Archivo por días: 19 marzo, 2015

De 1800 a 1900

 

En nuestra visita a Boca del Drago, ese maravilloso paraíso poblado de palmeras, playas de aguas cristalinas y estrellas de mar que se tocan con la mano, dimos un paseo hasta un antiguo cementerio hoy abandonado.

Apenas se distinguen las tumbas entre la maleza y la sombra de los árboles. Algunas orgullosas lápidas se resisten aún a ceder y deshacerse sobre el inundado suelo, como la que recuerda que allí están los restos de un llamado Manuel Iglesia de León que falleció hacia 1886.

Es un lugar silencioso, sombreado y ubicado entre el caminito que serpentea y la orilla del mar.
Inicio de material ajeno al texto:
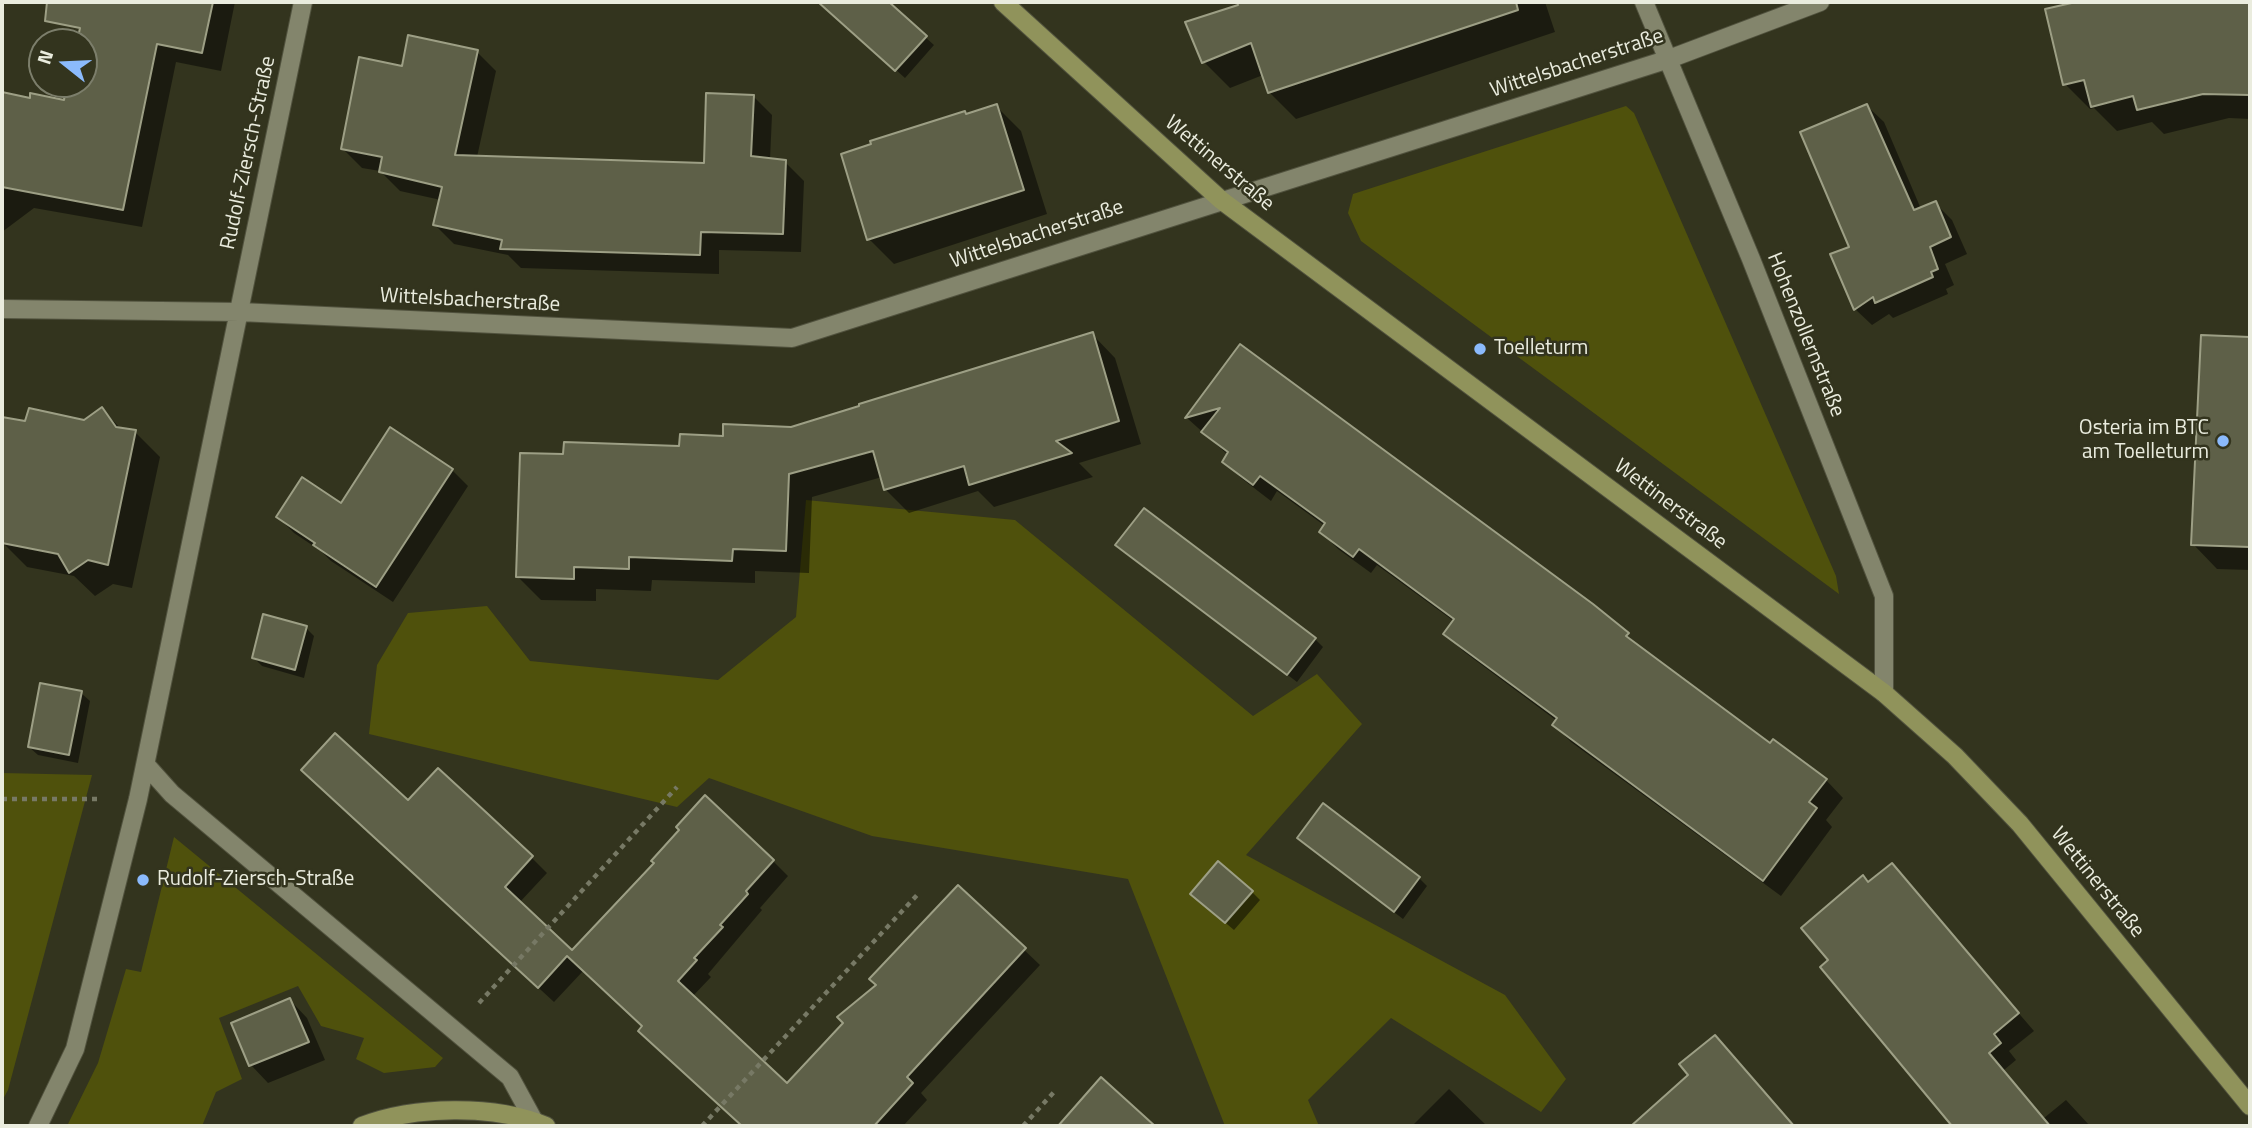 <!DOCTYPE html>
<meta charset="utf-8">
<style>
body{margin:0}
#map{position:relative;width:2252px;height:1128px;overflow:hidden;background:#33341e;font-family:"Titillium Web",sans-serif}
canvas{display:block}
.frame{position:absolute;inset:0;border:4px solid #eaecde;pointer-events:none}
.north{position:absolute;left:28px;top:28px;width:70px;height:70px;box-sizing:border-box;background:#33341e;border:2px solid #7c7e6b;border-radius:50%;rotate:288deg;font-size:19px;font-weight:700;line-height:28px;text-align:center;color:#eaecde}
.north::after{content:'';display:block;margin:auto;width:24px;height:32px;background:#8bbafc;clip-path:polygon(50% 0,100% 100%,50% 72%,0 100%)}
</style>
<div id="map">
<canvas width="2252" height="1128"></canvas>
<div class="frame"></div>
<div class="north">N</div>
</div>
<script>
const ctx = document.querySelector('canvas').getContext('2d');
ctx.lineJoin = 'round';
function paint(path, color) {
  ctx.fillStyle = color;
  ctx.fill(path, 'evenodd');
}
function strokePath(path, color, width, dash) {
  ctx.strokeStyle = color;
  ctx.lineWidth = width;
  ctx.lineCap = dash ? 'butt' : 'round';
  ctx.setLineDash(dash || []);
  ctx.stroke(path);
}
function label(font, color, halo, rows, align = 'center') {
  ctx.font = font + ' "Titillium Web",sans-serif';
  ctx.lineWidth = 5;
  ctx.setLineDash([]);
  ctx.textBaseline = 'middle';
  ctx.strokeStyle = halo;
  ctx.fillStyle = color;
  for (const [text, x, y, turn = 0] of rows) {
    ctx.save();
    ctx.translate(x, y);
    ctx.rotate((+turn || 0) * Math.PI / 180);
    ctx.textAlign = isNaN(turn) ? turn : align;
    if (halo) ctx.strokeText(text, 0, 0);
    ctx.fillText(text, 0, 0);
    ctx.restore();
  }
}
paint(new Path2D(`
 M1626,106L1634,113L1836,576L1839,594L1361,241L1348,213L1353,194Z
 M806,500L1015,520L1253,716L1317,674L1362,724L1246,855L1505,995L1566,1079L1541,1112L1391,1018L1308,1100L1319,1126H1225L1128,879L872,836L709,778L677,807L369,734L377,665L408,613L487,606L530,661L718,680L796,617Z
 M2,773L92,775L8,1090L2,1101Z
 M174,837L443,1058L435,1067L384,1073L356,1059L364,1038L321,1026L298,986L219,1018L242,1079L216,1092L202,1126H67L98,1063L126,969L141,972Z`), '#4f510c');
paint(new Path2D(`
 M87,2H235L221,71L176,62L142,227L34,208L2,232V94L31,100L65,102L69,84H84V42H78Z
 M820,2H886L934,45L905,78Z
 M1253,2H1545L1555,32L1296,119L1269,92L1263,75L1230,88L1204,62L1188,23Z
 M2085,2H2250V119L2229,118L2164,134L2152,122L2117,131L2094,108L2090,109L2065,84L2048,10Z
 M477,52L496,71L477,157L705,164L753,96L772,115L770,160L785,162L804,181L801,252L719,250V274L521,268L508,255L454,244L435,225L441,200L400,191L380,171L362,168L343,149L403,68Z
 M996,106L1021,131L1047,214L894,264L869,239L967,115Z
 M1867,106L1884,122L1921,209L1935,203L1952,220L1967,254L1945,264L1954,285L1946,289L1948,294L1893,318L1889,314L1872,325L1855,309L1852,247Z
 M1092,334L1115,358L1141,444L1079,463L1093,477L994,507L978,491L909,513L886,490L882,477L812,497L809,573L755,571V583L652,580L651,591L596,589V601L541,600L518,577L564,456L681,448L725,438L791,429Z
 M2203,337L2250,339V570L2217,569L2193,544Z
 M1240,347L1592,605L1645,651L1770,746L1826,780L1843,798L1826,820L1832,827L1781,896L1571,742L1554,725L1557,721L1463,651L1446,634L1455,622L1377,565L1371,573L1338,549L1321,532L1325,526L1277,491L1271,501L1241,478L1224,461L1228,455L1187,418Z
 M102,409L122,430L135,432L160,457L132,588L113,584L95,596L74,576L27,567L2,542V437L17,463Z
 M390,430L452,470L468,486L393,602L331,561L321,551L294,533L278,517L341,505Z
 M1126,553L1315,639L1323,647L1297,682Z
 M306,628L314,636L304,678L262,666L254,658Z
 M81,693L90,701L78,763L38,755L29,747Z
 M318,785L408,803L532,858L547,873L519,903L572,953L773,861L788,876L760,908L762,910L708,974L711,977L692,997L787,1086L878,985L958,887L1040,965L921,1093L927,1100L903,1126H743L655,1046L644,1026L584,970L554,1002Z
 M1308,846L1419,878L1427,886L1403,919Z
 M1891,865L2034,1031L2009,1051L2016,1060L2004,1070L2044,1118L2066,1100L2090,1126H1954L1823,967L1830,960L1869,884Z
 M1252,892L1260,900L1234,930L1201,902Z
 M290,1000L307,1018L325,1060L268,1083L251,1065Z
 M1730,1053L1794,1126H1652L1691,1075Z
 M1102,1080L1152,1126H1057Z
 M1449,1089L1487,1126H1412Z`), '#0007');
const building = new Path2D(`
 M47,2H213L202,53L157,44L123,210L2,187V92L30,98V93L64,100L67,84H84V42H77L80,28L45,21Z
 M818,2H889L927,36L895,71Z
 M1237,2H1516L1518,10L1268,93L1251,43L1202,63L1185,22L1238,5Z
 M2076,2H2250V95L2203,94L2137,110L2133,96L2091,107L2084,80L2063,85L2045,9Z
 M408,35L478,50L455,155L704,163L706,93L754,95L751,156L786,160L783,234L701,232L700,255L500,249L502,240L433,225L442,187L379,172L382,157L341,149L359,57L402,66Z
 M997,104L1024,190L867,240L841,154L871,144L870,141L965,111L966,114Z
 M1867,104L1914,210L1936,201L1951,237L1930,247L1938,269L1931,272L1933,277L1875,303L1873,297L1854,310L1830,254L1849,247L1800,132Z
 M1093,332L1119,421L1056,441L1072,453L969,485L964,466L884,490L873,451L789,474L786,551L733,549L732,561L629,557V569L574,567V579L516,577L520,453L563,454L564,442L679,446L680,434L723,436V424L791,427L859,406V404Z
 M2201,335L2250,337V547L2191,545Z
 M1240,344L1593,604L1629,633L1626,636L1770,743L1773,739L1827,779L1809,802L1817,808L1763,881L1552,725L1557,718L1443,634L1454,619L1359,549L1353,557L1319,532L1325,523L1260,476L1253,485L1222,462L1228,452L1201,432L1220,408L1185,418Z
 M102,407L116,427L136,430L108,565L88,560L69,573L58,554L2,543V417L25,421L29,408L84,420Z
 M390,427L453,469L376,587L313,545L315,543L276,517L302,477L341,503Z
 M1144,508L1316,638L1287,675L1115,545Z
 M263,614L307,626L295,670L252,658Z
 M40,683L82,691L69,755L28,747Z
 M335,733L408,800L438,768L488,814L533,856L505,887L572,950L654,863L651,861L679,830L676,827L705,795L774,860L746,891L748,894L720,925L723,927L694,958L697,960L678,981L787,1083L843,1023L837,1017L876,985L869,979L958,885L1026,948L907,1077L913,1083L874,1126H742L638,1031L642,1026L567,956L538,988L301,770Z
 M1323,803L1420,877L1394,912L1297,838Z
 M1218,861L1253,891L1225,923L1190,894Z
 M1892,863L2019,1013L1994,1034L2001,1043L1989,1053L2050,1126H1952L1820,967L1828,960L1801,928L1863,875L1868,882Z
 M290,998L309,1042L249,1066L231,1023Z
 M1715,1035L1794,1126H1631L1688,1075L1679,1064Z
 M1101,1077L1155,1126H1058Z`);
paint(building, '#5e6048');
strokePath(building, '#9d9f85', 2);
const street = new Path2D(`
 M1644,2L1751,259L1884,596V693
 M2,309L240,312L792,338L1669,59L1820,2
 M146,765L172,794L510,1077L534,1121
 M38,1126L75,1049L138,799L303,2`);
const secondary = new Path2D(`
 M1003,2L1221,200L1884,693L1955,756L2020,824L2250,1106
 M362,1126C414,1106 494,1104 546,1126`);
strokePath(street, '#51523e', 20);
strokePath(secondary, '#51523e', 20);
strokePath(new Path2D(`
 M2,799H102
 M479,1003L677,787
 M702,1126L919,893
 M1023,1126L1054,1092`), '#777965', 4.5, [5, 5]);
strokePath(street, '#83856c', 18);
strokePath(secondary, '#90935b', 18);
for (const [x, y, r, color] of [
 [1480,349,7,"#8bbafc"],
 [2223,441,7,"#8bbafc"],
 [143,880,7,"#8bbafc"]
]) {
  const dot = new Path2D();
  dot.arc(x, y, r, 0, 2 * Math.PI);
  ctx.fillStyle = color;
  ctx.fill(dot);
  strokePath(dot, '#33341e', 2.5);
}
label('21px', '#eaecde', '#33341e', [
 ["Wittelsbacherstraße",1577,64,-18],
 ["Rudolf-Ziersch-Straße",249,153,-78],
 ["Wettinerstraße",1219,164,40],
 ["Wittelsbacherstraße",1037,235,-18],
 ["Wittelsbacherstraße",470,301,3],
 ["Hohenzollernstraße",1805,335,68],
 ["Wettinerstraße",1670,505,37],
 ["Wettinerstraße",2097,883,51]
]);
label('21px', '#eaecde', '#33341e', [
 ["Toelleturm",1494,349],
 ["Osteria im BTC",2209,429,"right"],
 ["am Toelleturm",2209,453,"right"],
 ["Rudolf-Ziersch-Straße",157,880]
], 'left');
</script> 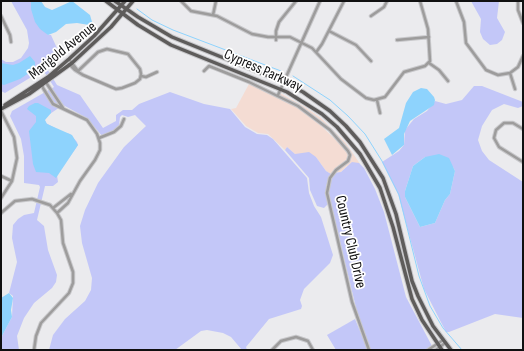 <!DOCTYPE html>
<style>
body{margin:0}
#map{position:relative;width:524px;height:351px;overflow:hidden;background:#ebebee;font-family:"Sofia Sans Condensed",sans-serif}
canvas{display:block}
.frame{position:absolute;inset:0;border:2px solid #101011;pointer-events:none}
</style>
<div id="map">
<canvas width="524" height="351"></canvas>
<div class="frame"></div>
</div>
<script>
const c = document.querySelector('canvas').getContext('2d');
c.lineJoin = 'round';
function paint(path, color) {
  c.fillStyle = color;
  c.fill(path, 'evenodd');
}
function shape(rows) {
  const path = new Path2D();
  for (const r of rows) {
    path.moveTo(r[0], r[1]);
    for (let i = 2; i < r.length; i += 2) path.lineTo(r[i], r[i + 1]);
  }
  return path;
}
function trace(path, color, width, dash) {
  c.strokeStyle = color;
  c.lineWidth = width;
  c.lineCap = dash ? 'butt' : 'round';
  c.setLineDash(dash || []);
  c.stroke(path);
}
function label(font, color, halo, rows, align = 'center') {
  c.font = font + ' "Sofia Sans Condensed",sans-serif';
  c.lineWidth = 3.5;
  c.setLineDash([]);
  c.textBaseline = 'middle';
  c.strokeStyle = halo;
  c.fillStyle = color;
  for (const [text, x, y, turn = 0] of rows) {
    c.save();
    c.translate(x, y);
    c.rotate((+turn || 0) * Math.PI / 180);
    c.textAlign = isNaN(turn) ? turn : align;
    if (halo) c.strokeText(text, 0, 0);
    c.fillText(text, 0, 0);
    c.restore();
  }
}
const commercial = shape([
 [249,84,298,107,313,118,343,147,349,155,347,160,331,174,326,171,316,157,295,154,287,147,285,150,268,134,258,133,246,126,231,109,236,108],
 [280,93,305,107,321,118,346,143,360,164,347,166,341,172,334,173,350,159,351,154,349,150,331,129,315,116,280,95]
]);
const green = shape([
 [11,1,31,1,31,4,48,35,51,35,61,57,46,67,57,85,80,95,103,128,116,121,116,115,123,110,132,110,139,104,170,92,204,104,230,109,245,127,257,134,267,135,273,139,307,178,309,193,314,206,321,217,333,255,330,263,304,289,300,300,302,306,301,309,269,319,246,347,247,350,242,350,231,337,223,333,207,330,201,331,175,350,49,350,53,335,65,319,85,301,91,290,92,278,82,243,80,226,85,210,98,183,124,147,146,126,135,115,128,117,122,115,120,117,119,125,112,132,102,136,87,118,63,105,44,118,46,123,62,132,70,134,77,142,78,145,57,175,58,182,53,186,45,186,37,220,44,226,48,250,57,275,56,282,52,288,34,303,24,318,17,336,19,350,1,350,1,338,12,317,13,296,9,293,17,262,12,238,13,225,18,219,24,215,34,213,40,187,39,185,24,183,24,156,21,139,10,116,12,111,54,87,43,70,5,93,1,91,1,59,6,62,13,62,21,58,28,48,29,43,27,30],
 [471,1,499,1,497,18,505,32,502,40,497,44,490,45,483,39,480,32,481,19],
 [474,86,482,86,523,102,523,106,518,108,504,104,492,110,482,126,478,140,482,151,489,160,523,182,523,318,495,314,449,332,446,332,424,289,398,194,382,162,399,151,404,145,405,130,414,119,427,111,435,101,446,104,462,100],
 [425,157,453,167,455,171,450,194,445,200,435,223,420,227,405,197,405,191,413,166],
 [287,147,295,154,309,152,316,157,326,171,331,174,326,186,328,204,324,208,317,206,310,190,309,178,285,150],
 [352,162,359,163,364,168,375,189,384,212,406,297,432,346,427,350,370,350,360,324,328,192,331,178,334,173,341,172],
 [355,319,368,350,336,350,327,335]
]);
const water = shape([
 [31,1,41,1,45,7,52,10,72,1,90,15,92,22,89,25,77,23,66,24,56,32,48,35,40,29,35,22,31,9],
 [30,56,35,62,35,69,20,79,4,85,1,84,1,63,13,65,19,63],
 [421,88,427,89,434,97,435,100,434,105,410,121,404,134,404,145,392,155,384,139,399,128,406,103,413,92],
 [35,103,38,103,51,110,51,113,45,120,47,124,72,135,78,145,56,178,49,173,36,172,33,164,29,131,36,122,36,116,27,109,29,106],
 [439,154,449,158,455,171,450,194,445,200,435,223,420,227,405,197,405,191,413,166,425,157],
 [9,293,13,298,11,310,12,317,1,338,1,298]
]);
const stream = shape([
 [137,9,152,20,173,30,281,71],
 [293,76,330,100,348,116,365,134,382,161,399,195,419,276,430,306,443,328,462,350]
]);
const minor = shape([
 [181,1,191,11,217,16,252,34,268,37,290,37,312,48,341,79,366,98,374,100,385,97,404,72,425,66,430,61,428,29,420,1],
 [456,1,464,22,466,43,486,70,498,75,510,73,518,67,523,56],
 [518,1,518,10,523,23],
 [213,15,216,1],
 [1,16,10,35,11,42],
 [371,16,384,7,387,1],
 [329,31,356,45,371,61],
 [276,40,276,31,279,22,296,1],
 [397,40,429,37],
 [317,51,322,44,344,1],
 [69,59,78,71],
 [429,63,439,70,448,81],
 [69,64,75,70,83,75,116,89,122,88,135,83,140,79,141,74,140,69,128,54,107,49,98,52,78,71],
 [204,71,209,66,249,82,298,106,330,130,348,151,350,155,348,161,336,170,330,178,327,193,352,302,369,350],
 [510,73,515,89],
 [141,76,146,77,157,72],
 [45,81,63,108],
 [42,84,43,88,53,104,87,120,97,134,100,143,100,150,95,160,80,181,68,203,57,213],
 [278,95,320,1],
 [377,100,380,113],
 [1,111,14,137,17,158,12,181,1,198],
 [523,129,513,123,504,123,496,130,494,138,499,147,523,162],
 [99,138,114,132,121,126,124,119],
 [1,176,12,181],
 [53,208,71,194],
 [1,213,15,201,32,199,50,205,57,213,61,220,63,243,73,272,73,283,69,293,41,323,36,336,34,350],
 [272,350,281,341,296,337,308,341,313,350],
 [428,350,443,340],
 [436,350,445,343]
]);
const major = shape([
 [106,1,138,25,171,45,287,92,322,114,337,127,360,154,380,188,393,227,412,299,422,320,442,350],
 [115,1,138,17,172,37,283,82,303,92,330,111,346,126,360,142,383,178,396,214,412,281,418,296,433,326,451,350],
 [5,105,48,77,69,59,94,36,125,1],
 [1,109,29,94,72,63,111,27,133,1]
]);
const streetNames = [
 ["Marigold Avenue",63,51,-39],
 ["Cypress Parkway",263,71,24],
 ["Country Club Drive",350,242,77]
];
paint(commercial, '#f4dcd3');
paint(green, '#c3c7f8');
paint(water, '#8ed3fd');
trace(stream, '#8ed3fd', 1);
trace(minor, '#c8c8cb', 4.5);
trace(major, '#c8c8cb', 5.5);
trace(minor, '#9d9c9c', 2.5);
trace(major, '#5e5c5b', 3.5);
label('15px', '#101011', '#fff', streetNames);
</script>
Un lugar perfecto para quedarse para toda la eternidad, si no fuera porque el olvido ha arrasado con él. Quiénes fueran los parientes de aquellos que allí están y que se tomaron la molestia de erigir lápidas altas y adornadas, nadie lo recuerda y, posiblemente, sus descendientes de hoy, si es que existen, tampoco conservan memoria de sus antepasados que quedaron en aquella punta de la isla de Colón.

Unos extraños, movidos más por la curiosidad o la nostalgia de estar lejos de casa, son los que se llevan una foto de la lápida, en su breve paso por el lugar. Es más tal vez un souvenir como tantos otros que ternura o memoria por los que allí pasaron y dejaron su vida. Quién sabe. Pero queda en el alma un poso de tristeza, al hacernos conscientes de que un día pasaremos y es posible que nadie haga memoria de nosotros. Quizá nuestro mausoleo se cubra de hierba y de líquenes, como estos, y apenas se puedan leer nuestros nombres sobre la piedra, si es que alguna alma piadosa nos pone una placa encima de nuestros restos. También puede que un turista despistado pase al borde de nuestra tumba y se lleve una fotografía de la ruina de nuestra ruina. Gloria a él y buenos pensamientos, pues, al menos, tuvo el gesto de entretenerse en saber cuál era nuestro nombre y cuándo estuvimos por última vez entre los vivos.

Del resto de las tumbas sólo queda un rastro húmedo, donde florecen miles de plantas de lirio y serpean las culebras. A los que bajo las flores duermen esperando la resurrección de la carne y la vida perdurable, un recuerdo silencioso y dulce de parte de unos corazones viajeros que, más pronto o más tarde, los encontrarán en algún recodo del cielo igual de hermoso que el recodo del sendero donde duermen olvidados con el arrullo del mar, desde 1800 a 1900.